We have to make special cases of all the primitives that handle cyclic values. The easiest are addition and multiplication. The static code works like this:

v = (+ s (cyclic b q r)) --> v = (cyclic b q (+ s r))
v = (* s (cyclic b q r)) --> v = (cyclic (* s b) q (* s r))
v = (+ s d) --> v = (cyclic 1 d s)
v = (* s d) --> v = (cyclic s d 0)
On the left is a source instruction with binding times, on the right is the code in the extension. No case has any dynamic component; because the quotient passes through unchanged we can just copy the shape (q). Rules for (+ cyc cyc) and (* cyc cyc) might also be useful, but are not explored in this paper.

zero?, imod, and idiv are more compicated because the binding time of the result depends on the static value. For zero?, if the remainder is non-zero, then we can statically conclude that the original value is non-zero. But if the remainder is zero, then we need a dynamic test of the quotient. This is a conjunction short-circuiting across binding times. It makes direct use of polyvariance.

v = (zero? (cyclic b q r)) --> if (zero? (imod r b))
                                 emit v = (zero? q)
                                 v = #f

See Section 4.2.2 for a brief description of the other affected primitives.

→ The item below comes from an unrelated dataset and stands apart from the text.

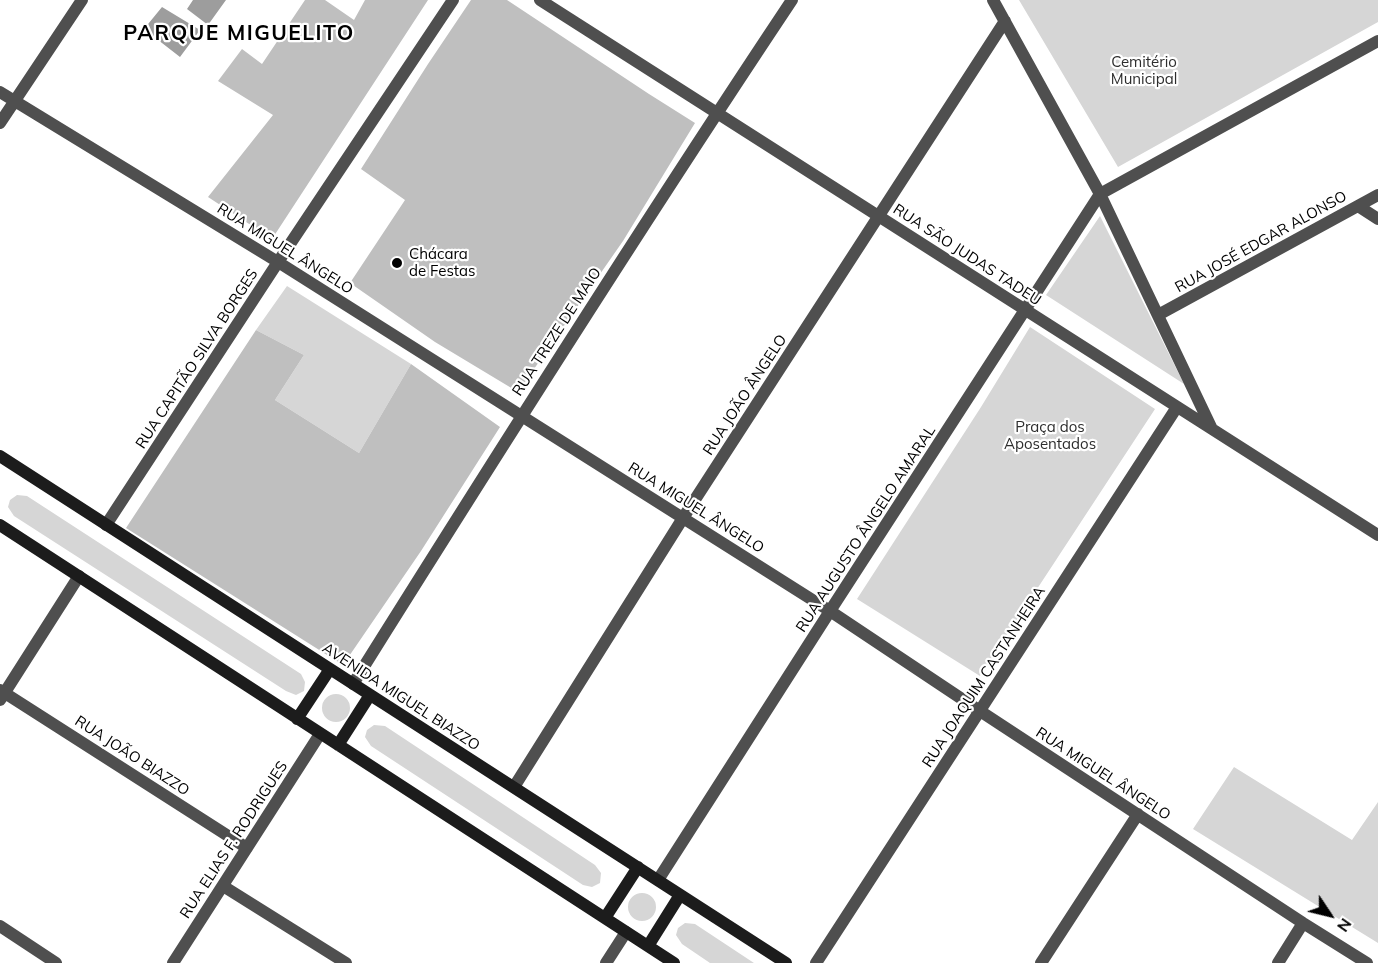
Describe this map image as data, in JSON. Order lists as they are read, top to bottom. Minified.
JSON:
{"streets":{"street":["RUA JOSÉ EDGAR ALONSO","RUA MIGUEL ÂNGELO","RUA SÃO JUDAS TADEU","RUA TREZE DE MAIO","RUA CAPITÃO SILVA BORGES","RUA JOÃO ÂNGELO","RUA AUGUSTO ÂNGELO AMARAL","RUA JOAQUIM CASTANHEIRA","AVENIDA MIGUEL BIAZZO","RUA JOÃO BIAZZO","RUA ELIAS F. RODRIGUES"]},"crossings":[["RUA MIGUEL ÂNGELO","RUA TREZE DE MAIO"],["RUA MIGUEL ÂNGELO","RUA CAPITÃO SILVA BORGES"],["RUA MIGUEL ÂNGELO","RUA JOÃO ÂNGELO"],["RUA MIGUEL ÂNGELO","RUA AUGUSTO ÂNGELO AMARAL"],["RUA MIGUEL ÂNGELO","RUA JOAQUIM CASTANHEIRA"],["RUA SÃO JUDAS TADEU","RUA TREZE DE MAIO"],["RUA SÃO JUDAS TADEU","RUA JOÃO ÂNGELO"],["RUA SÃO JUDAS TADEU","RUA AUGUSTO ÂNGELO AMARAL"],["RUA SÃO JUDAS TADEU","RUA JOAQUIM CASTANHEIRA"],["RUA TREZE DE MAIO","AVENIDA MIGUEL BIAZZO"],["RUA CAPITÃO SILVA BORGES","AVENIDA MIGUEL BIAZZO"],["RUA JOÃO ÂNGELO","AVENIDA MIGUEL BIAZZO"],["RUA AUGUSTO ÂNGELO AMARAL","AVENIDA MIGUEL BIAZZO"],["RUA JOÃO BIAZZO","RUA ELIAS F. RODRIGUES"]],"districts":["PARQUE MIGUELITO"],"parks":["Cemitério Municipal","Praça dos Aposentados"],"places":["Chácara de Festas"],"north":"bottom right"}
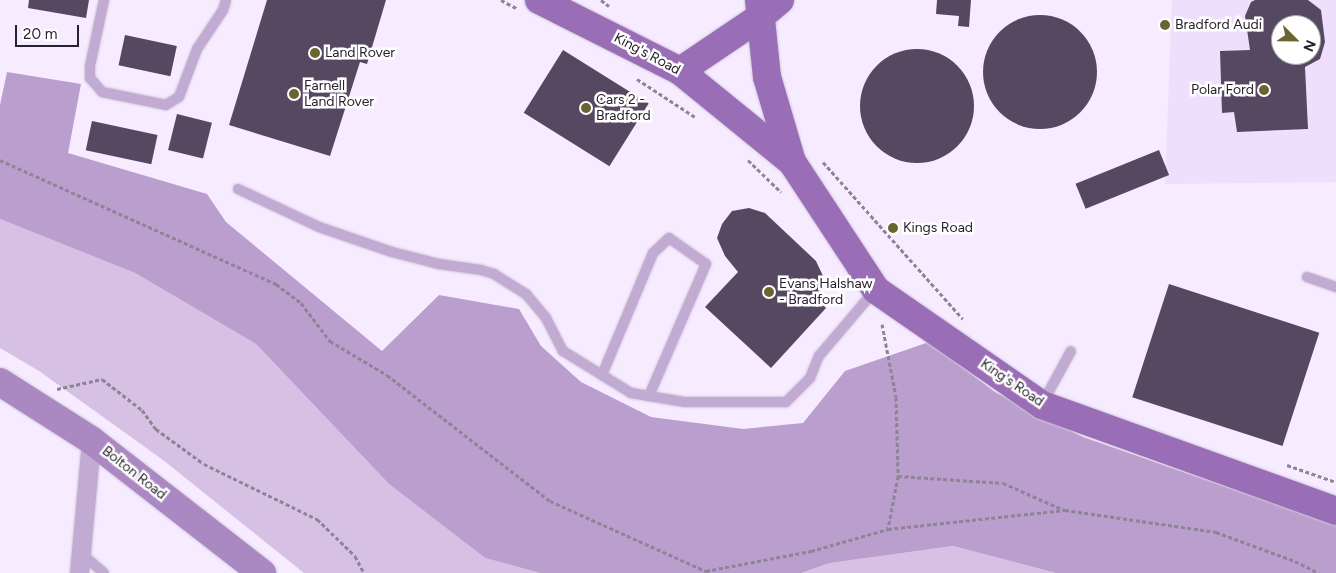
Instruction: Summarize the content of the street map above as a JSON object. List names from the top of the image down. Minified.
{"streets":{"main road":["King's Road"],"street":["Bolton Road"]},"places":["Bradford Audi","Land Rover","Polar Ford","Farnell Land Rover","Cars 2 - Bradford","Kings Road","Evans Halshaw - Bradford"],"scale_bar":"20 m","north":"bottom right"}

Note that the rule given for addition doesn't constrain the remainder to 0 \\leq r < b by overflowing into the quotient as one would expect. Instead, the congruence modulo b is maintained only at memo points: this is late normalization of cyclic values. The extra information propagated by this technique (early-equality across cycles) is required to handle multiple overlapping streams of data.

Thus when the compiler begins to make a dynamic code block, all cyclic values are normalized by adjusting r to satisfy 0 \\leq r < b. This is done by emitting counter-acting additions to q. The sharing between these values must be maintained across this adjustment.


Lifting is generalization, or `abstracting away' information. If we abstract away the right information the compiler will find a match in its memo table, thus proving an inductive theorem. The simplest lift converts a known value to an unknown value in a known location (virtual machine register). Lifting occurs when

Lifting is inductively defined on the binding times. The base cases are:

  1. S --> D allocates a dynamic location and initializes it to the static value.

  2. cyc --> D emits a multiplication by the base (unless it is one) and addition with the remainder (unless it is zero).

  3. S --> cyc results from an annotation used to introduce a cyclic value. The conversion is underconstrained; currently a base of one is assumed.

  4. (\\widetilde{cons} D D) --> D emits a dynamic cons instruction.

  5. (\\widetilde{close} (\\widetilde{const} p) frame) --> D generates and inserts a call to p((\\widetilde{close} D x) D D ...) (all but the first argument are D), then emits the cons.

  6. (\\widetilde{close} S frame) --> D same as the previous case, but the extension has already been computed, so just emits a call and a cons.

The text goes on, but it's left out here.